What’s one fun thing about you?

“I’m fond of kinesthetics (the art of learning through action) when I’m teaching.” Emaas asks her students to imagine and simulate anything they can’t see. And she’s not afraid to put her foot in. “If I need to dance, I dance in class. My students say I’m funny.”

What’s one thing you’re proud of as a teacher?

“I’m very proud if a student comes back to me and says ‘Thank you, Ms. Emaas. I’m already successful because of you.’ That’s my greatest happiness, when my students write me a note.

“I’m a biology teacher but my thinking is holistic. I want each of my students to develop as a better person. Your knowledge in science is meaningless if there’s something wrong in your behavior, if you can’t become a good citizen. That’s always in my orientation. I am very particular about behavior in the classroom.”

A workaholic who is often the last teacher in the school, Emaas said part of her whole student approach is checking in with parents. “I call every single day. I share my observations that the parents need to know and not just the problems. I’m proud that the parents are cooperative.”

Knowing her students, their learning styles and background helps. “My first activity is telling me who you are in the form of art, not a paragraph. I let them draw a big letter “I” on a white paper. Tell me who you are—about your qualities as a person, your family and school background/experiences, and what you have done in the community. It’s a form of art.”

At the beginning of the year, Emaas also writes an introduction to parents and shares her expectations. “I always ask the parents of my students, ‘What do you think I need to know? Trust me not only as a teacher but as a second mother of your child, so you are my best partner to develop the skills of your child and the total personality.’”

Emaas also makes house calls if students are sick or absent too long. “It’s coming from my heart.

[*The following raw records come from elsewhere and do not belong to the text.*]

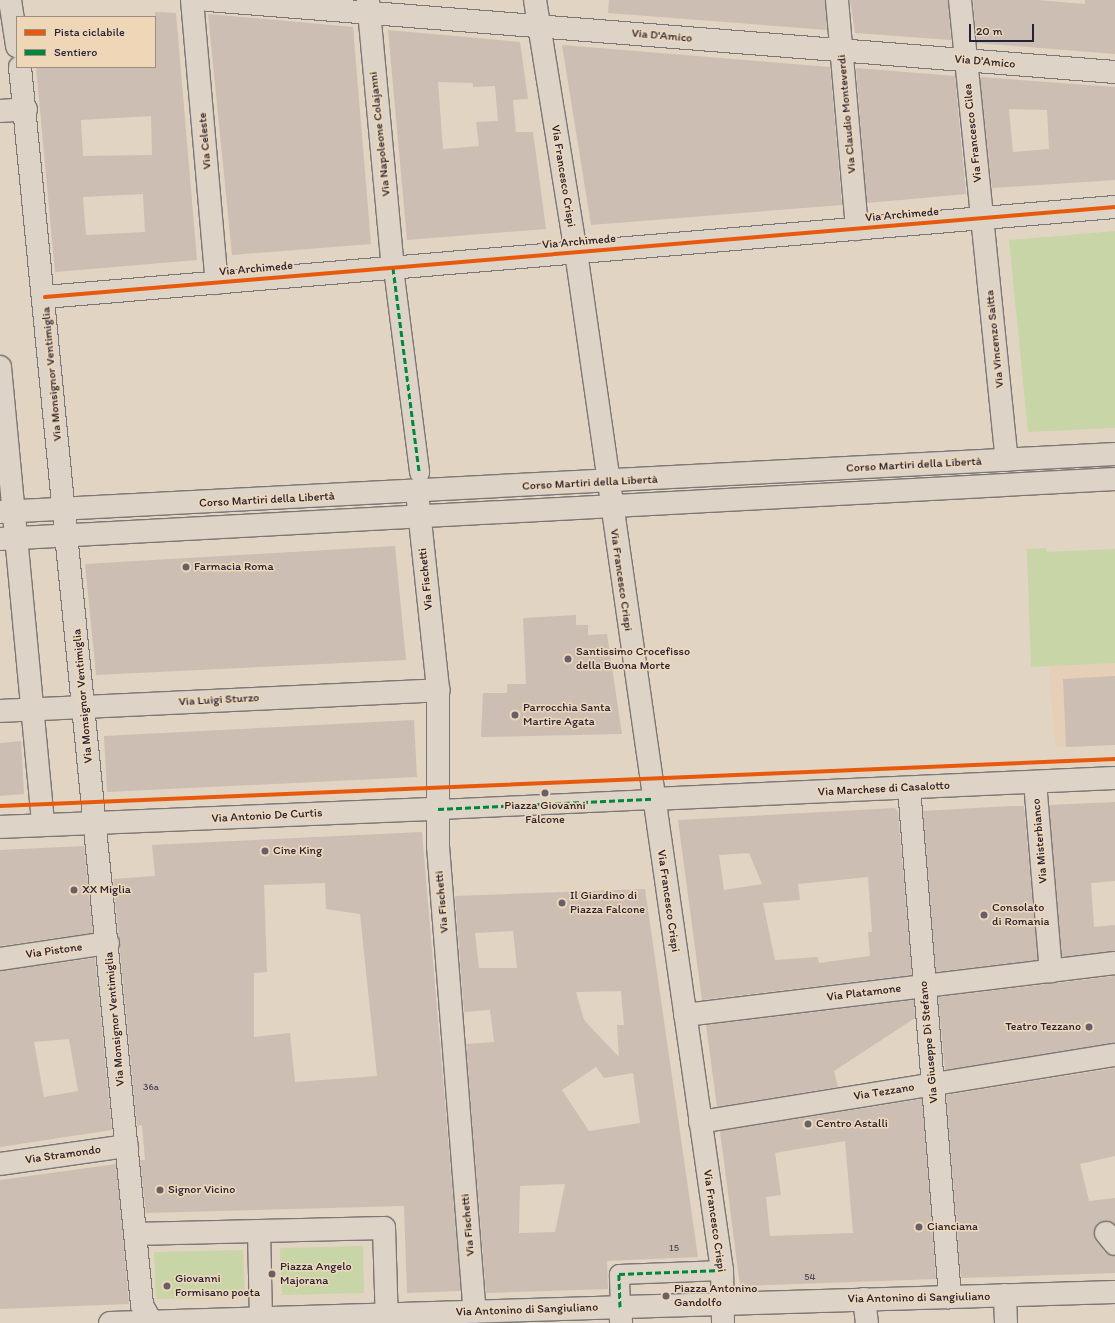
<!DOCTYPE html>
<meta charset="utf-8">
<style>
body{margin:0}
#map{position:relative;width:1115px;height:1323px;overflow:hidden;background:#e1d4c3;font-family:Itim,sans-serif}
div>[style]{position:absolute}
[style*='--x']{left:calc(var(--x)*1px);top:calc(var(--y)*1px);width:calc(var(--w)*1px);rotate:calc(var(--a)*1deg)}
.built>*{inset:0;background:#e5cfb6}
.green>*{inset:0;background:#c8d5a7}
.building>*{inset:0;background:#ccbeb2}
.roads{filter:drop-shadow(1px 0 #7c7674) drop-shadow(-1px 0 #7c7674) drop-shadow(0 1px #7c7674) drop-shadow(0 -1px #7c7674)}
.pedestrian>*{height:19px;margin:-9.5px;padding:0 9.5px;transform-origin:9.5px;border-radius:9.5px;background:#ddd3c7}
.minor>*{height:22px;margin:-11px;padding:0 11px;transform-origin:11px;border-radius:11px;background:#ddd3c7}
.secondary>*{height:22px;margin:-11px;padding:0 11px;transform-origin:11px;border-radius:11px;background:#ddd3c7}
.primary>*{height:22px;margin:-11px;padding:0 11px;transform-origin:11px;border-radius:11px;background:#ddd3c7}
.quiet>*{height:3px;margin-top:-1.5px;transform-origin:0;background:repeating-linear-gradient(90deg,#00873e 0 6px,transparent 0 9px)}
.cycleway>*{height:4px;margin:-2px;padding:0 2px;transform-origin:2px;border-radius:2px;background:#e8590c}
.dots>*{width:11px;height:11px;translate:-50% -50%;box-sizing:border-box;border:2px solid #eed6b6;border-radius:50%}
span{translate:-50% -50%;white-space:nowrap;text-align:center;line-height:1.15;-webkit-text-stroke:3.5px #eed6b6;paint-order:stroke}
.number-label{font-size:10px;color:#4e4a5a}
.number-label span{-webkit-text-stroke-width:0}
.street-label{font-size:12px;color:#22223b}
.poi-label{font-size:12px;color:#22223b}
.left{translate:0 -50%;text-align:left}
.right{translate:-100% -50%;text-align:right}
.legend{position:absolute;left:16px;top:16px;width:140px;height:52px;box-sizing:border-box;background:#eed6b6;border:1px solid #9c8e85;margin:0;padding:5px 7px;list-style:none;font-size:12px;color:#22223b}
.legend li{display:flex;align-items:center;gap:8px;height:20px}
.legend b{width:20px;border:1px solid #9c8e85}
.scale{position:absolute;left:969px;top:24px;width:65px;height:18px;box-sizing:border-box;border:2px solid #22223b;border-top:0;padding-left:5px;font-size:12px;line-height:14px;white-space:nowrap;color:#22223b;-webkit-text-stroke:3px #eed6b6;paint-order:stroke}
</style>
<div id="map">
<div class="built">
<div style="clip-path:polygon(1115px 663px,1115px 745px,1055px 747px,1049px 666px)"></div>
</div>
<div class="green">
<div style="clip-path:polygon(1115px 231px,1115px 428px,1028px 432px,1009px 240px)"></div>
<div style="clip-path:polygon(1046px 548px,1047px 552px,1115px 549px,1115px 663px,1031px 667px,1027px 549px)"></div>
<div style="clip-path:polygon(363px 1246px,364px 1293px,282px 1295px,280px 1248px)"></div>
<div style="clip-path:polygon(243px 1250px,245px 1297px,156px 1299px,154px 1252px)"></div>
</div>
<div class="building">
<div style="clip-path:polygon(609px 0,825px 0,827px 30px,608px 13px)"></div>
<div style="clip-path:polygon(850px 0,948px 0,951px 40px,855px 33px)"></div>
<div style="clip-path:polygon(973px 0,1037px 0,1085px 4px,1085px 0,1115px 0,1115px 54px,977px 43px)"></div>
<div style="clip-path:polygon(evenodd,155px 12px,176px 13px,197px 260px,55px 272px,36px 67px,155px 67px,155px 12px,151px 116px,152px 155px,83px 156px,81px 120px,151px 116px,155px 12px,143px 194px,145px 232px,86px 235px,83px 197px,143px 194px)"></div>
<div style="clip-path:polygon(208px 14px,353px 27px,371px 244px,232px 255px)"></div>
<div style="clip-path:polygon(evenodd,388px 30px,520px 42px,528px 99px,513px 100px,516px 132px,533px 132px,546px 229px,407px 240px,388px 30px,438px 82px,473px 83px,473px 87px,495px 86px,498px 121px,476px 122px,479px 146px,443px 149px,438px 82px)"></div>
<div style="clip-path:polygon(562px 45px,830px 67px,842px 205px,591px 225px)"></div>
<div style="clip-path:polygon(856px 68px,955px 76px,966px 194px,867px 203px)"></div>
<div style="clip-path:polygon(evenodd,980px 77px,1115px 87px,1115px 180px,992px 188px,980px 77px,1009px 109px,1047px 110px,1049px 149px,1013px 152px,1009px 109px)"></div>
<div style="clip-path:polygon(395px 546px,406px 660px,96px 675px,85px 564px)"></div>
<div style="clip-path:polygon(576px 615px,576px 625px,588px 625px,588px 635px,607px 634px,622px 734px,481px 737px,483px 693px,507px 693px,507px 684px,526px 684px,523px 618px)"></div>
<div style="clip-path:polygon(1115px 676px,1115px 745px,1066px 747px,1063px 679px)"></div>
<div style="clip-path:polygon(414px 720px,417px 777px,107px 792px,104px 736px)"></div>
<div style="clip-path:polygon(21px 741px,24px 794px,0 796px,0 743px)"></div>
<div style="clip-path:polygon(1115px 802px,1115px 881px,1091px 883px,1094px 927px,1115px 925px,1115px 951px,1062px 957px,1049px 805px)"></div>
<div style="clip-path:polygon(1010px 806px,1024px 806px,1038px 960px,936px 972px,923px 811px)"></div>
<div style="clip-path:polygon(evenodd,895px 808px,898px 812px,912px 975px,702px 1000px,678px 820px,895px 808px,749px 853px,762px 884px,724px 890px,719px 855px,749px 853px,895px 808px,868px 877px,872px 932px,868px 932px,870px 956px,819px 963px,818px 957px,775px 960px,763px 903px,800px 900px,798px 884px,868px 877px)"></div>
<div style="clip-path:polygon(evenodd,422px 832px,461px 1291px,407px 1293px,404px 1206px,146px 1213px,140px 1160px,145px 1160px,142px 1125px,137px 1126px,113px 879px,155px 876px,152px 845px,422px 832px,325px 883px,326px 909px,360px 914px,377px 1076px,295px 1082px,290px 1033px,254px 1037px,254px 973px,267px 972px,264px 885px,325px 883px)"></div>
<div style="clip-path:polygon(84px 846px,93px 933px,0 946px,0 850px)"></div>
<div style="clip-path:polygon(evenodd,645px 889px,698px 1257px,607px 1261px,608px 1289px,486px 1293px,466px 1044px,494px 1042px,490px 1010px,464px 1012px,455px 896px,645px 889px,513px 931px,517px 968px,479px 968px,475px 933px,513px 931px,645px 889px,621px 991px,624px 1025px,617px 1025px,619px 1057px,584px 1020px,576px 992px,621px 991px,645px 889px,596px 1067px,604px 1078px,633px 1073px,640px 1123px,589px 1131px,562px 1090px,596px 1067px,645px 889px,565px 1184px,555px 1232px,519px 1233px,520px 1186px,565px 1184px)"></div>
<div style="clip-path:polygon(evenodd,95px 958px,112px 1130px,0 1147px,0 971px,95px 958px,69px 1039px,78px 1091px,44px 1097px,34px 1042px,69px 1039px)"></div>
<div style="clip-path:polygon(1115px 976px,1115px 1043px,945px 1070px,938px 997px)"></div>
<div style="clip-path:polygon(914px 1000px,915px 1018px,834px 1071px,838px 1087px,717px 1107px,706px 1025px)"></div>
<div style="clip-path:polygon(1115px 1068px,1115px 1156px,1080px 1164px,1089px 1201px,1115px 1198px,1115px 1225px,1104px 1221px,1098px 1223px,1094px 1235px,1105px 1252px,1115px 1256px,1115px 1273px,961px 1278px,946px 1095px)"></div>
<div style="clip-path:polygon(evenodd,922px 1099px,936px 1279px,740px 1286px,720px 1131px,922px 1099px,845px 1141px,853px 1233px,770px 1236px,766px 1197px,781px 1195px,775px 1153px,845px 1141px)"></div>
<div style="clip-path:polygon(116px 1164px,129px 1304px,0 1309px,0 1180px)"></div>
</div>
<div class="roads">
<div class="pedestrian">
<div style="--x:393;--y:268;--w:206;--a:82.7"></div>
<div style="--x:438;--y:809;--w:215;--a:-2.7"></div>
<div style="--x:620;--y:1307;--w:33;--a:-92"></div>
<div style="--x:619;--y:1274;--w:103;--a:-2.2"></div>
</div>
<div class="minor">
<div style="--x:192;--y:0;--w:284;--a:85"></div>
<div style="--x:208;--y:0;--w:910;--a:4.54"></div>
<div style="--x:368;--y:0;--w:269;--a:84.7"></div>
<div style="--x:837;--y:0;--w:230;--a:85"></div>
<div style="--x:960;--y:0;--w:462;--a:84.2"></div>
<div style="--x:0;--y:111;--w:26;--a:-4"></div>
<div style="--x:45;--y:297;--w:1074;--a:-4.81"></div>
<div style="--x:0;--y:367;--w:460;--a:84.6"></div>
<div style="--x:417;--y:492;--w:199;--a:83.9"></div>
<div style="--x:438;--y:690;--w:156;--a:90"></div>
<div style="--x:438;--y:846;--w:467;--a:85.5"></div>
<div style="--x:0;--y:711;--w:439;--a:-2.7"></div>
<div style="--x:1035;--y:782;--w:190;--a:85.2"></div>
<div style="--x:909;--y:788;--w:511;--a:85.39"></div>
<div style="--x:653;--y:799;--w:462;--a:-2.6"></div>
<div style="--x:0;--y:827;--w:438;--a:-2.4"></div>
<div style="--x:0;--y:959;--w:109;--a:-8.4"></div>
<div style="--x:685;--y:1015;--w:433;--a:-6.9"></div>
<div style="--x:700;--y:1122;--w:420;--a:-9.2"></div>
<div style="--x:0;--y:1164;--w:128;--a:-8.1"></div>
<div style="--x:259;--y:1231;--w:87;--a:88.7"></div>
<div style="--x:1106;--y:1233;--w:14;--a:51"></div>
<div style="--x:135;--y:1234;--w:249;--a:-1.4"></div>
<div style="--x:384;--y:1228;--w:95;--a:88.2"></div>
<div style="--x:1005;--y:1295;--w:28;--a:88"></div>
<div style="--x:864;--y:1299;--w:24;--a:83"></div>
<div style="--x:620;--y:1307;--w:16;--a:86"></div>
</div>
<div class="secondary">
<div style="--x:10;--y:0;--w:47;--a:81.3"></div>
<div style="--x:535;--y:0;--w:255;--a:80.8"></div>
<div style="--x:576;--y:252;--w:1028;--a:81.84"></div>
<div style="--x:722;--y:1270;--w:53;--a:88.9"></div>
<div style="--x:20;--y:67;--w:1244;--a:84.37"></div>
<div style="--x:142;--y:1305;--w:21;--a:61"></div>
<div style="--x:110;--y:1323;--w:1005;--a:-1.77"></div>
</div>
<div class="primary">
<div style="--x:0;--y:512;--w:1117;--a:-2.98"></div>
<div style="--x:0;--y:539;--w:1117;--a:-3.08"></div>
</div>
</div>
<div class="quiet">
<div style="--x:393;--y:268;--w:206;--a:82.7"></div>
<div style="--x:438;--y:809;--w:215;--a:-2.7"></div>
<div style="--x:620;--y:1307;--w:33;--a:-92"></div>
<div style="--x:619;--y:1274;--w:103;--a:-2.2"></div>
</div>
<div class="cycleway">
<div style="--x:45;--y:297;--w:1074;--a:-4.81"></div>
<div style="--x:0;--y:806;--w:1116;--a:-2.41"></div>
</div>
<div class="dots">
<div style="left:186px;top:567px;background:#65606b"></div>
<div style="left:568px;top:659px;background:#65606b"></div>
<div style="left:515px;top:715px;background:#65606b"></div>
<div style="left:545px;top:793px;background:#65606b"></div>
<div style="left:265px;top:851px;background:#65606b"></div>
<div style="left:74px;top:890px;background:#65606b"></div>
<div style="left:562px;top:903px;background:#65606b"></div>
<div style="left:984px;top:915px;background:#65606b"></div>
<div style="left:1089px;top:1027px;background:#65606b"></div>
<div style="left:808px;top:1124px;background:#65606b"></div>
<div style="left:160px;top:1190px;background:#65606b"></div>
<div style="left:919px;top:1227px;background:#65606b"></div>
<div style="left:272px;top:1274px;background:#65606b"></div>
<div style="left:167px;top:1286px;background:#65606b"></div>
<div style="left:666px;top:1296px;background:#65606b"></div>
</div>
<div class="number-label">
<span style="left:151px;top:1087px">36a</span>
<span style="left:674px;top:1248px">15</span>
<span style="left:810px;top:1277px">54</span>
</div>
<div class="street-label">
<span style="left:662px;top:36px;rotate:5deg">Via D'Amico</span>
<span style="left:985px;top:62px;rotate:5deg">Via D'Amico</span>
<span style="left:847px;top:114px;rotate:-95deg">Via Claudio Monteverdi</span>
<span style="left:973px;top:133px;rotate:-96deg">Via Francesco Cilea</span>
<span style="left:380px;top:134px;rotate:-96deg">Via Napoleone Colajanni</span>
<span style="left:205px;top:141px;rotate:-95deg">Via Celeste</span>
<span style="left:563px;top:176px;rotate:81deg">Via Francesco Crispi</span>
<span style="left:902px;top:215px;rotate:-5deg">Via Archimede</span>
<span style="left:579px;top:242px;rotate:-5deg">Via Archimede</span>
<span style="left:256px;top:269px;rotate:-5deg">Via Archimede</span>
<span style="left:995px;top:339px;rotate:-96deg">Via Vincenzo Saitta</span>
<span style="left:52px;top:374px;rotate:-95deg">Via Monsignor Ventimiglia</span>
<span style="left:914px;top:465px;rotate:-3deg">Corso Martiri della Libertà</span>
<span style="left:590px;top:483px;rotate:-3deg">Corso Martiri della Libertà</span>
<span style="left:267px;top:500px;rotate:-3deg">Corso Martiri della Libertà</span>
<span style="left:426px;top:579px;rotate:-96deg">Via Fischetti</span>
<span style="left:621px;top:580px;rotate:82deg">Via Francesco Crispi</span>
<span style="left:83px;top:696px;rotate:-95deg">Via Monsignor Ventimiglia</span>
<span style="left:219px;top:700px;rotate:-3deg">Via Luigi Sturzo</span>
<span style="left:884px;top:789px;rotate:-3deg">Via Marchese di Casalotto</span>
<span style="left:267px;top:816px;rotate:-3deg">Via Antonio De Curtis</span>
<span style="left:1040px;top:841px;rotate:-95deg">Via Misterbianco</span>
<span style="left:668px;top:901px;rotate:82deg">Via Francesco Crispi</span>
<span style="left:442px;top:902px;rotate:-95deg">Via Fischetti</span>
<span style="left:54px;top:951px;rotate:-8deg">Via Pistone</span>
<span style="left:864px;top:993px;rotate:-7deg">Via Platamone</span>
<span style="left:115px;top:1019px;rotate:-95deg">Via Monsignor Ventimiglia</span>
<span style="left:929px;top:1042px;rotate:-95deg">Via Giuseppe Di Stefano</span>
<span style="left:884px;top:1092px;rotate:-9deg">Via Tezzano</span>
<span style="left:63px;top:1155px;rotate:-8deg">Via Stramondo</span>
<span style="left:714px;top:1221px;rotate:82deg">Via Francesco Crispi</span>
<span style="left:468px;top:1225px;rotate:-95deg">Via Fischetti</span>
<span style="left:919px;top:1298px;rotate:-1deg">Via Antonino di Sangiuliano</span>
<span style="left:527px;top:1310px;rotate:-2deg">Via Antonino di Sangiuliano</span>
</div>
<div class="poi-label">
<span class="left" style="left:194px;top:567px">Farmacia Roma</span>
<span class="left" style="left:576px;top:659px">Santissimo Crocefisso<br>della Buona Morte</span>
<span class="left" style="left:523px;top:715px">Parrocchia Santa<br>Martire Agata</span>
<span style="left:545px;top:813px">Piazza Giovanni<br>Falcone</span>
<span class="left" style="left:273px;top:851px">Cine King</span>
<span class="left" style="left:82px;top:890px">XX Miglia</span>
<span class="left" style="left:570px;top:903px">Il Giardino di<br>Piazza Falcone</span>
<span class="left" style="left:992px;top:915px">Consolato<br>di Romania</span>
<span class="right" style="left:1081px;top:1027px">Teatro Tezzano</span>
<span class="left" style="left:816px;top:1124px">Centro Astalli</span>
<span class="left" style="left:168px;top:1190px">Signor Vicino</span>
<span class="left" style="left:927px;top:1227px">Cianciana</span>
<span class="left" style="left:280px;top:1274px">Piazza Angelo<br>Majorana</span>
<span class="left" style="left:175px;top:1286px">Giovanni<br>Formisano poeta</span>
<span class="left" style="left:674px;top:1296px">Piazza Antonino<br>Gandolfo</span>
</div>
<ul class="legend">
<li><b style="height:5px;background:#e8590c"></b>Pista ciclabile</li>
<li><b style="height:5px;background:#00873e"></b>Sentiero</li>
</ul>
<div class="scale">20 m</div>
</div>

I let my students know that I really love them, especially those students who need care from their parents.”

How long until retirement?

“One more year perhaps, but if I’m in good health, I will reach 65. I could retire anytime but with the adoption of the Next Generation Science Standards in teaching science and with my role as a ‘New Teacher Support Provider,’ it’s hard.”

Married for 43 years, Emaas has eight adult children and 15 grandchildren. “Can you imagine?” Her youngest daughter followed in her footsteps as a teacher in the same school district, in special education. “What will I do at home? My goal is to retire graciously. I may work until I have no more energy to work.”

It’s hard to visualize her running out of energy. Her hobbies are dancing, singing and camping. “If I’m driving, I’m singing. When I hear music, I cannot stop my fingers. I have to make them move.”

If Emaas can imagine a life after teaching, her dream is to establish a foundation to help students who don’t have parents to take care of them. “I really want them to feel there’s someone who could love them. I would like to teach them.”